A existência de débitos tributários inviabiliza o cotidiano das empresas, principalmente aquelas que pretendam contratar junto ao Poder Público.

A carga de impostos e contribuições no Brasil, além de ser alta para padrões mundiais, ainda é maior para os setores mais produtivos, taxados em cerca de 40% do faturamento. Mesmo com as desonerações concedidas nos últimos anos para estimular a economia, a carga tributária do País é extremamente alta, até punitiva.

O poder público tem um papel importante para ajudar essas empresas a saírem da crise, visto as altas cargas tributárias que enfrentam. Por outro lado, o programa de financiamento extraordinário é vantajoso também para o governo que deseja alcançar meta das contas públicas com a arrecadação.

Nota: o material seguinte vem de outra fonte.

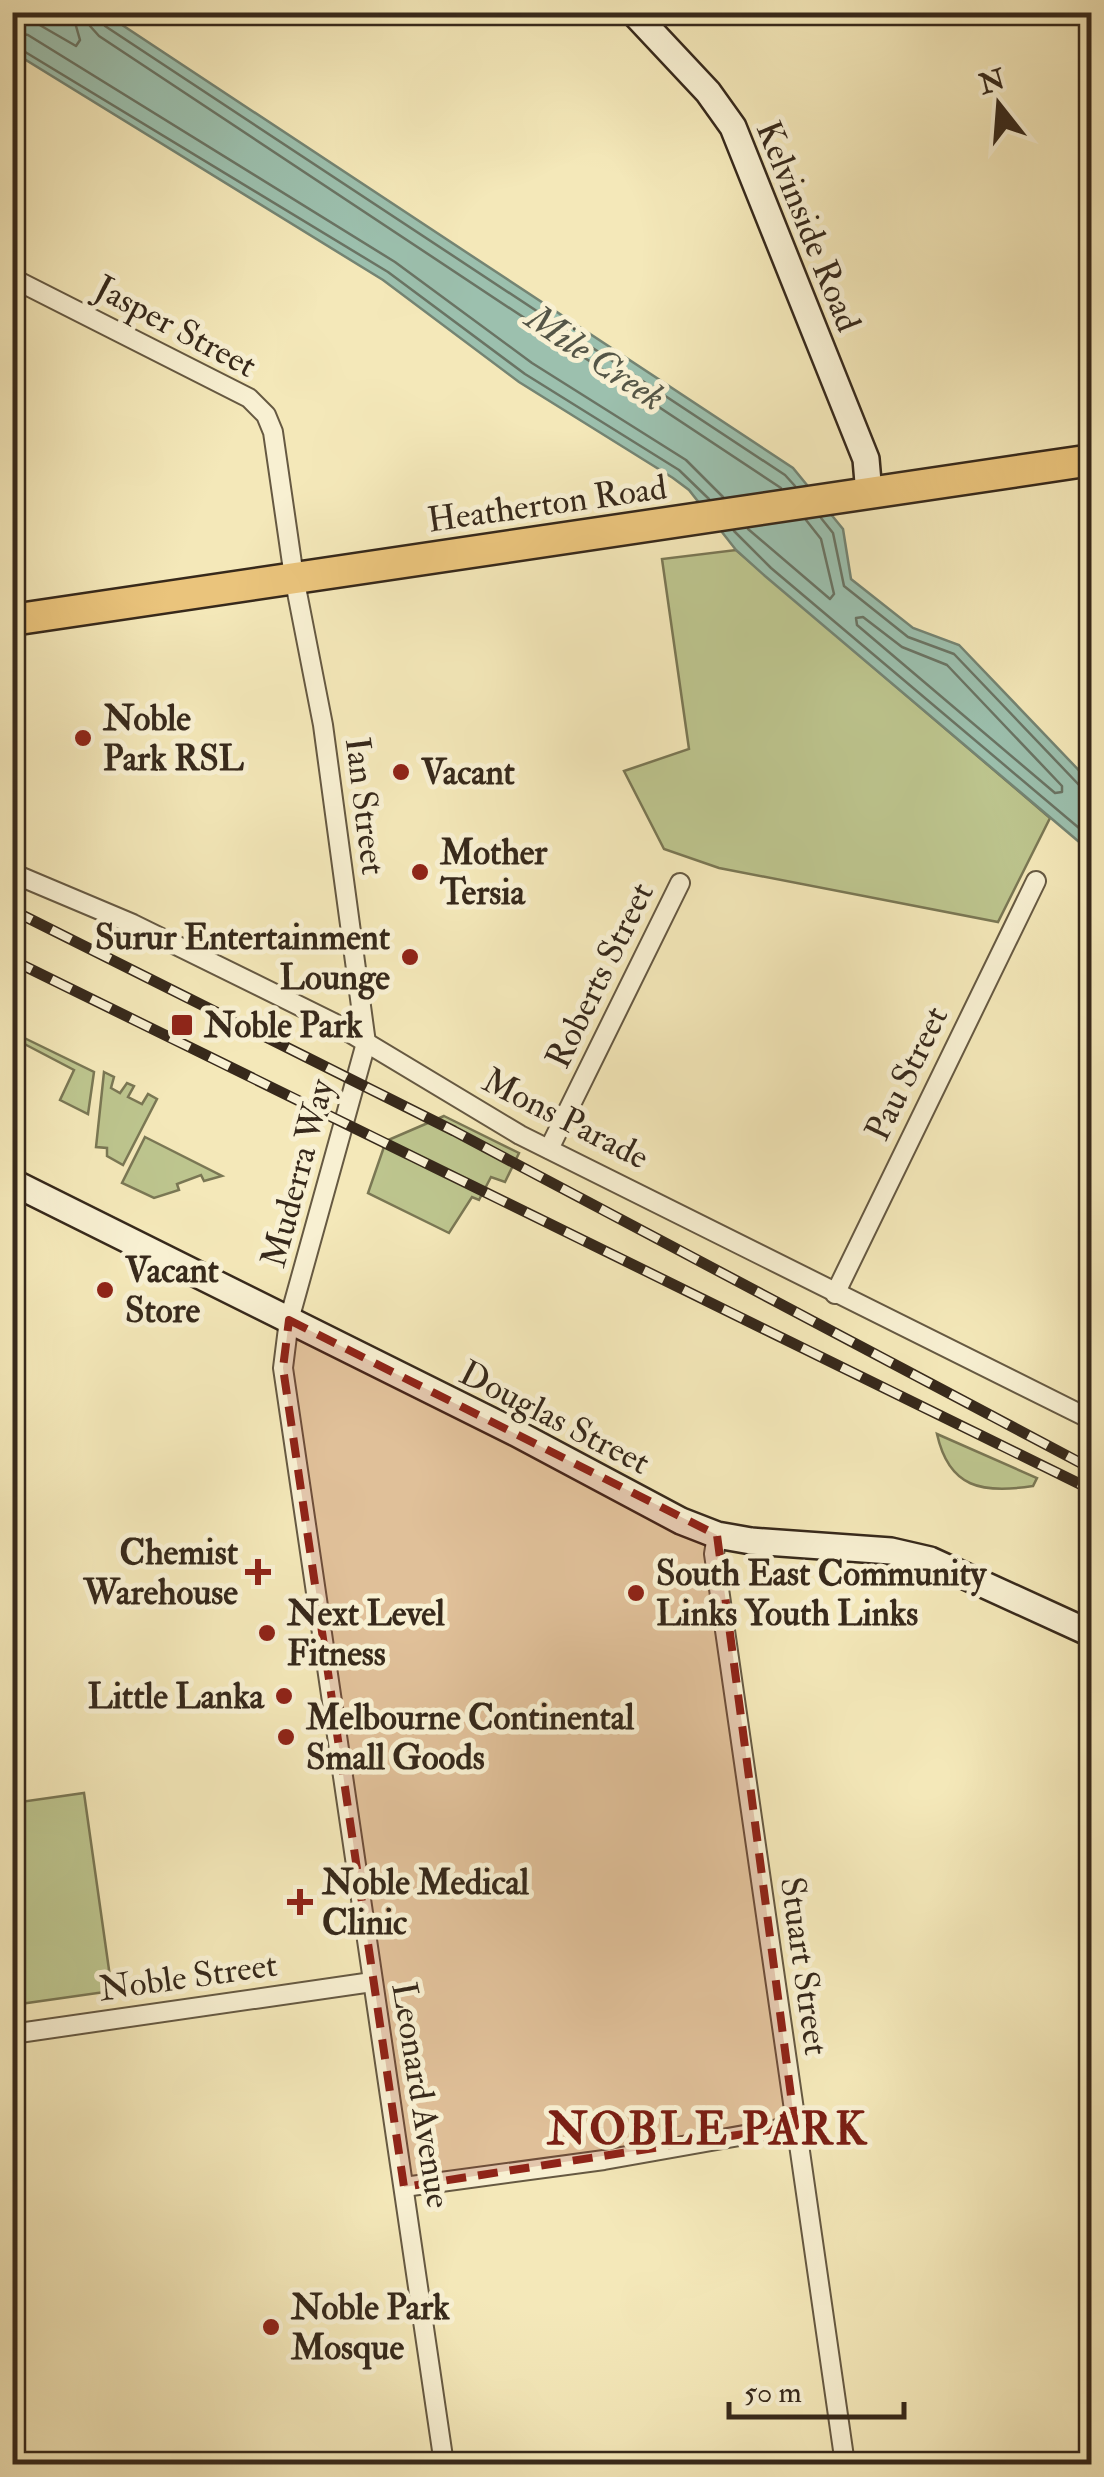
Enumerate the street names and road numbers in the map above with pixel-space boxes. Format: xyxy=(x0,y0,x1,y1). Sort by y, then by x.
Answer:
street label: Kelvinside Road xyxy=(746,115,870,338)
street label: Jasper Street xyxy=(86,265,264,388)
street label: Heatherton Road xyxy=(425,465,670,543)
street label: Ian Street xyxy=(335,735,395,877)
street label: Roberts Street xyxy=(536,875,664,1076)
street label: Pau Street xyxy=(856,999,958,1148)
street label: Mons Parade xyxy=(475,1058,656,1180)
street label: Muderra Way xyxy=(252,1074,344,1272)
street label: Douglas Street xyxy=(452,1351,657,1485)
street label: Stuart Street xyxy=(770,1874,838,2058)
street label: Noble Street xyxy=(96,1943,280,2011)
street label: Leonard Avenue xyxy=(381,1979,461,2211)

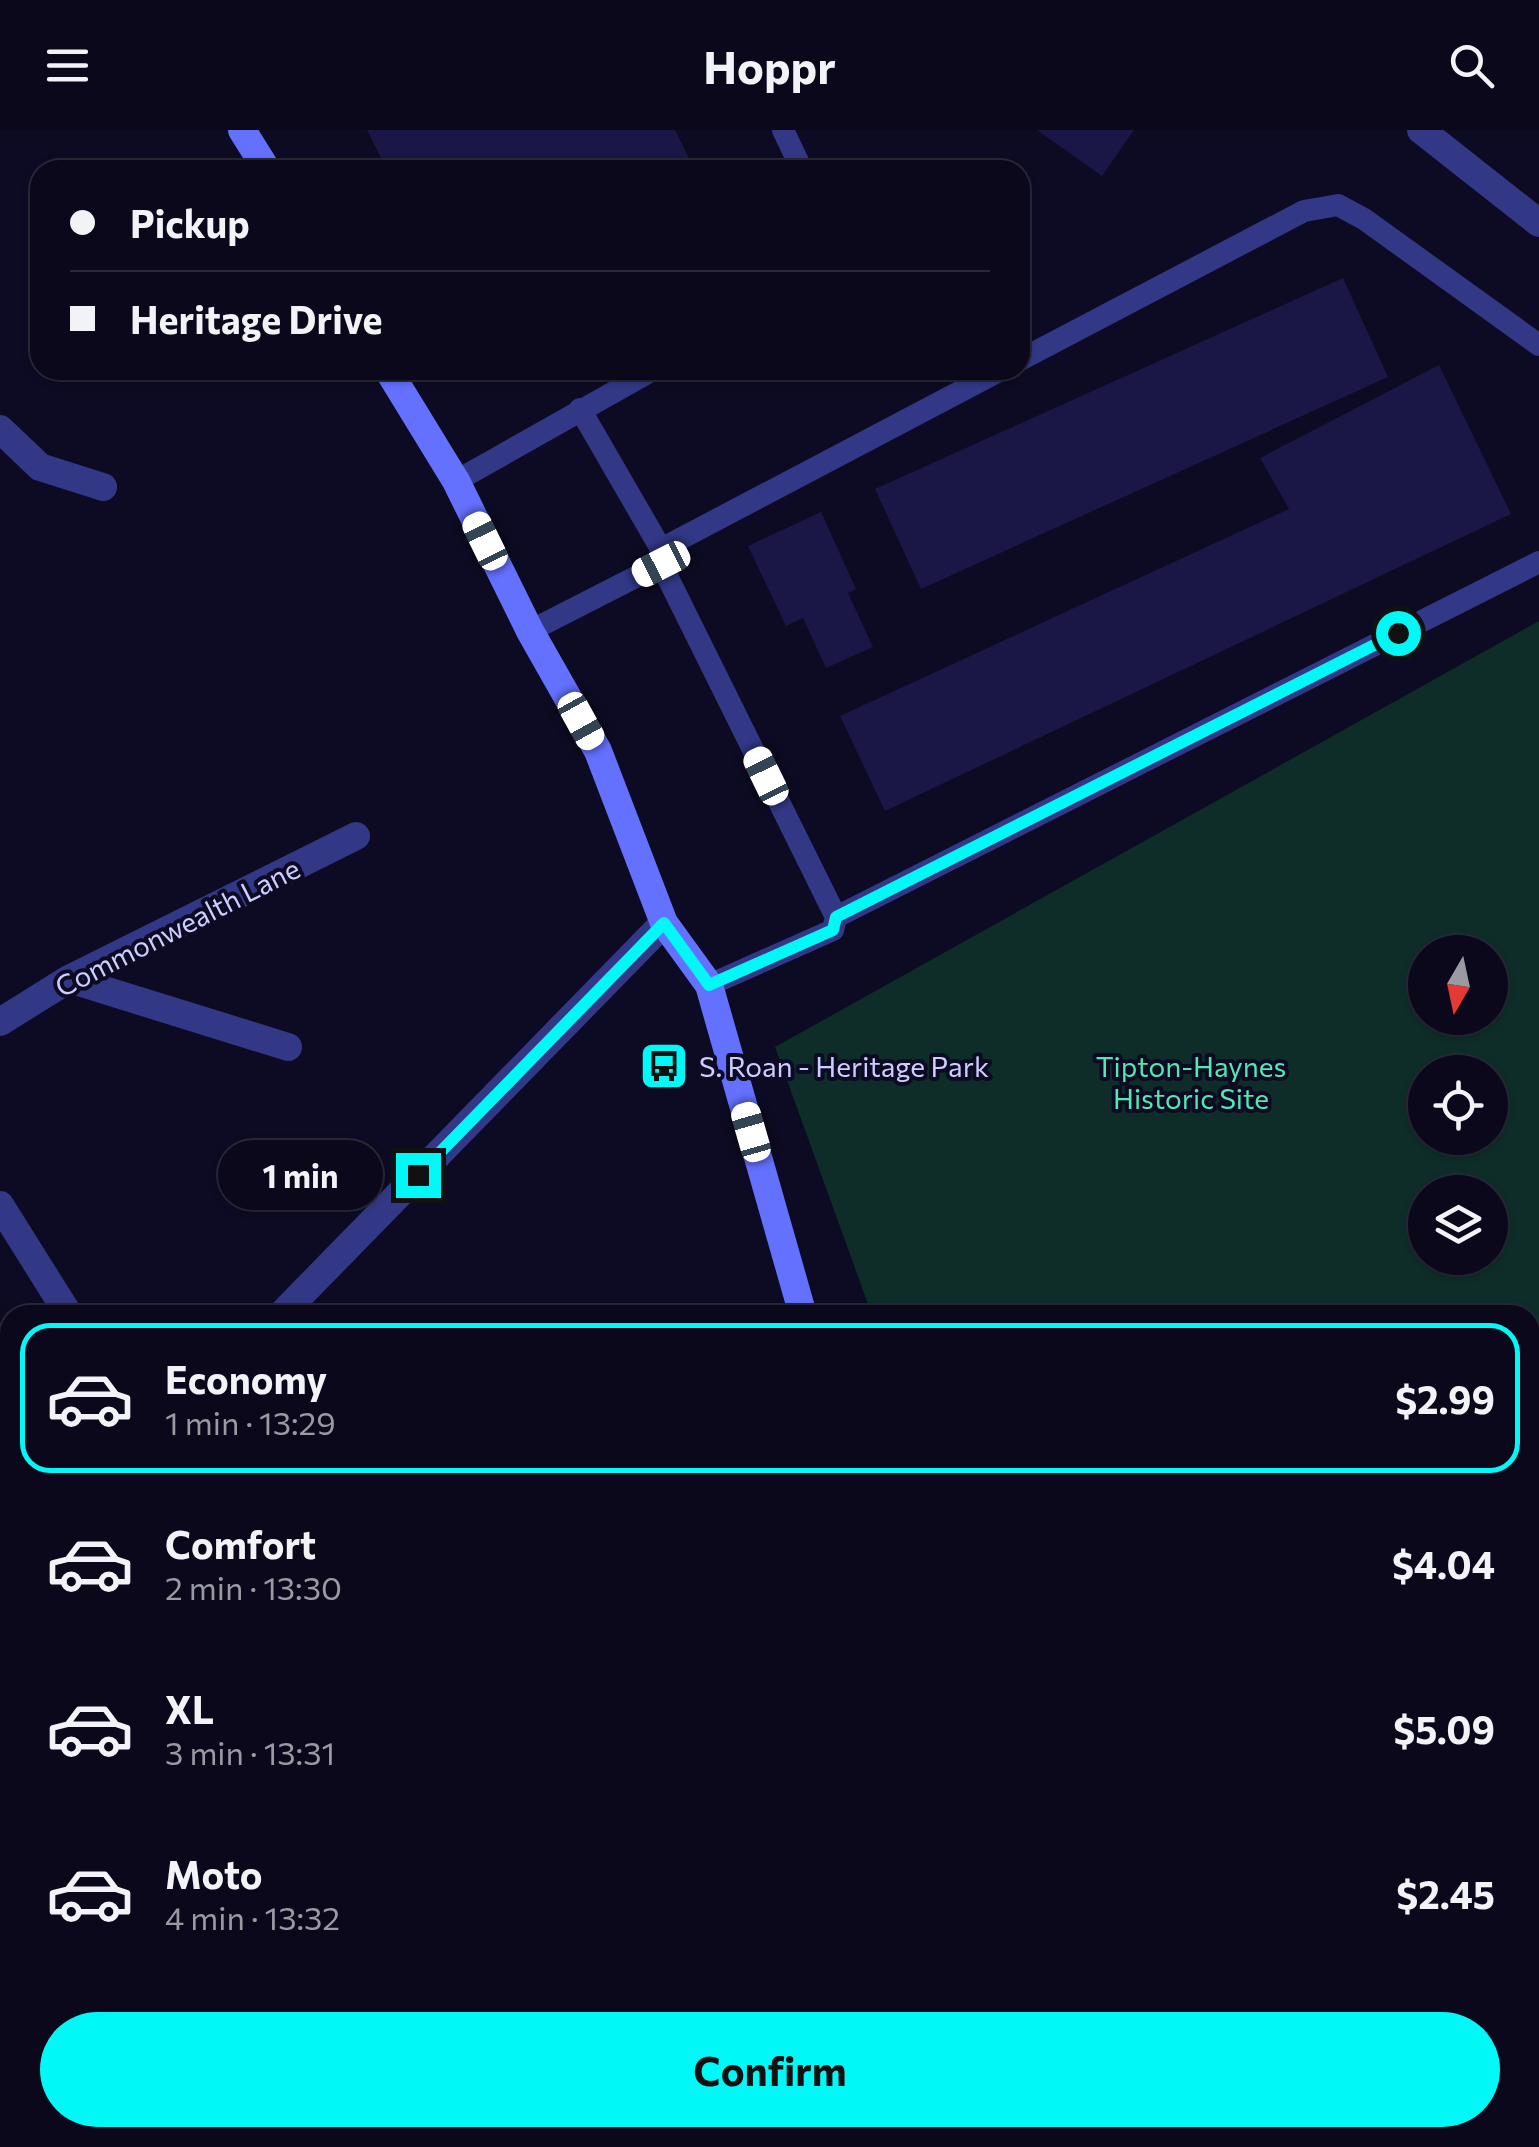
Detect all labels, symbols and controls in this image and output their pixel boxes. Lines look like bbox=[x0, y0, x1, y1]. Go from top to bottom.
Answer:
icon: menu bbox=[40, 38, 95, 93]
text: Hoppr bbox=[703, 38, 836, 93]
icon: search bbox=[1444, 38, 1499, 93]
text: Pickup bbox=[130, 199, 250, 246]
text: Heritage Drive bbox=[130, 295, 383, 342]
car bbox=[458, 507, 512, 575]
car bbox=[627, 537, 695, 591]
route start bbox=[1376, 611, 1421, 656]
car bbox=[553, 687, 609, 755]
car bbox=[739, 742, 793, 810]
street label: Commonwealth Lane bbox=[49, 851, 305, 1003]
north arrow bbox=[1408, 935, 1508, 1035]
map controls bbox=[1408, 935, 1508, 1275]
bus stop icon: S. Roan - Heritage Park bbox=[638, 1040, 690, 1092]
place label: S. Roan - Heritage Park bbox=[699, 1049, 989, 1083]
park label: Tipton-Haynes Historic Site bbox=[1096, 1049, 1286, 1115]
button: locate bbox=[1408, 1055, 1508, 1155]
car bbox=[728, 1099, 774, 1165]
callout: 1 min bbox=[218, 1140, 383, 1210]
route end bbox=[396, 1153, 441, 1198]
text: 1 min bbox=[263, 1155, 338, 1195]
button: layers bbox=[1408, 1175, 1508, 1275]
icon: car bbox=[45, 1353, 135, 1443]
text: Economy bbox=[165, 1355, 327, 1402]
text: $2.99 bbox=[1395, 1375, 1495, 1422]
text: 1 min · 13:29 bbox=[165, 1402, 336, 1442]
icon: car bbox=[45, 1518, 135, 1608]
text: Comfort bbox=[165, 1520, 316, 1567]
text: $4.04 bbox=[1392, 1540, 1495, 1587]
text: 2 min · 13:30 bbox=[165, 1567, 342, 1607]
icon: car bbox=[45, 1683, 135, 1773]
text: XL bbox=[165, 1685, 214, 1732]
text: $5.09 bbox=[1393, 1705, 1495, 1752]
text: 3 min · 13:31 bbox=[165, 1732, 335, 1772]
icon: car bbox=[45, 1848, 135, 1938]
text: Moto bbox=[165, 1850, 263, 1897]
text: $2.45 bbox=[1396, 1870, 1495, 1917]
text: 4 min · 13:32 bbox=[165, 1897, 340, 1937]
button: Confirm bbox=[40, 2012, 1500, 2127]

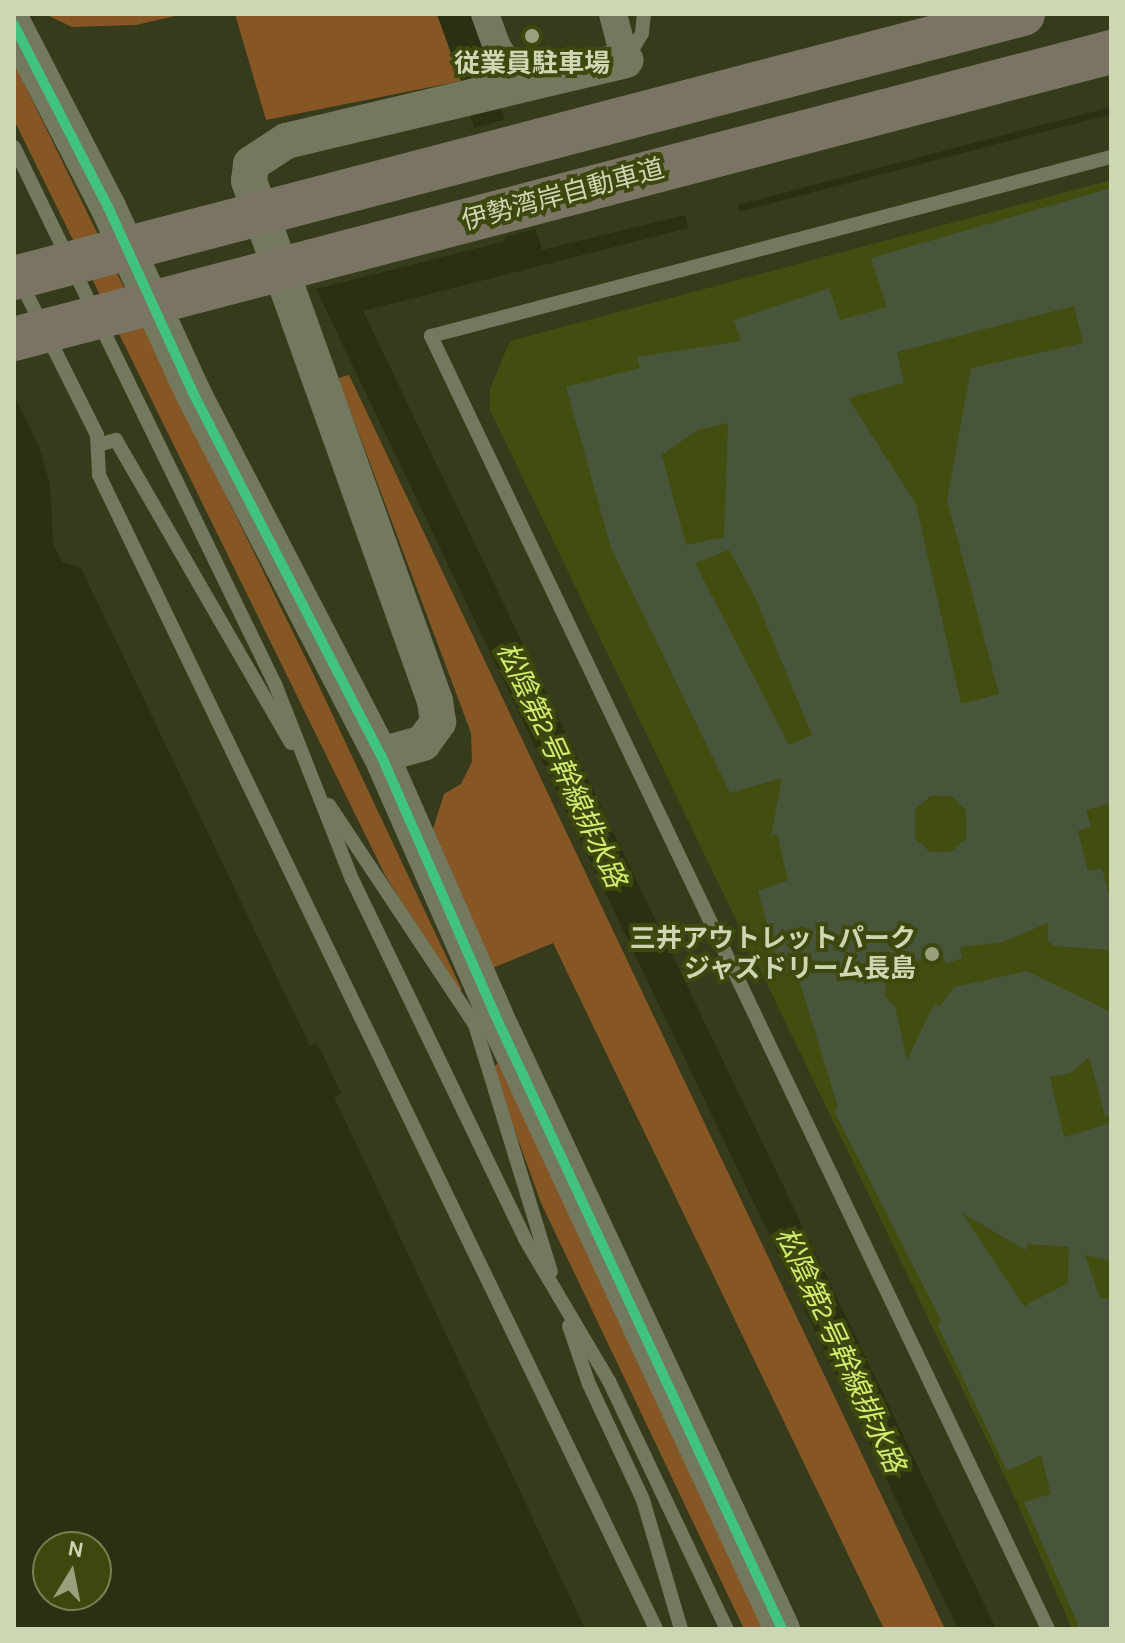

Para atingir a meta das contas públicas com o último REFIS, o Tesouro Nacional esperava obter R$ 13 bilhões com renegociação de dívidas de empresas, mas resultados preliminares indicam arrecadação entre R$ 7 e 9 bilhões com o REFIS da Copa.

No começo deste mês de setembro de 2014, durante a divulgação da proposta de Orçamento para 2015, o ministro da Fazenda, Guido Mantega, indicou que haveria frustração da previsão do Fisco.
A base aliada do governo sinalizou com a concessão da reabertura do programa do Refis da Copa. A referida medida foi anunciada pelo relator da Medida Provisória 651, deputado Newton Lima Neto (PT-SP), como item que será incorporado em seu relatório da matéria. Como uma das principais novidades, Lima Neto antecipou que vai negociar com o Ministério da Fazenda condições mais favoráveis do que as incluídas na última versão do Refis, que teve o prazo de adesão encerrado no dia 25 de agosto. O prazo de menos de um mês para adesão ao programa gerou protestos de advogados e contabilistas.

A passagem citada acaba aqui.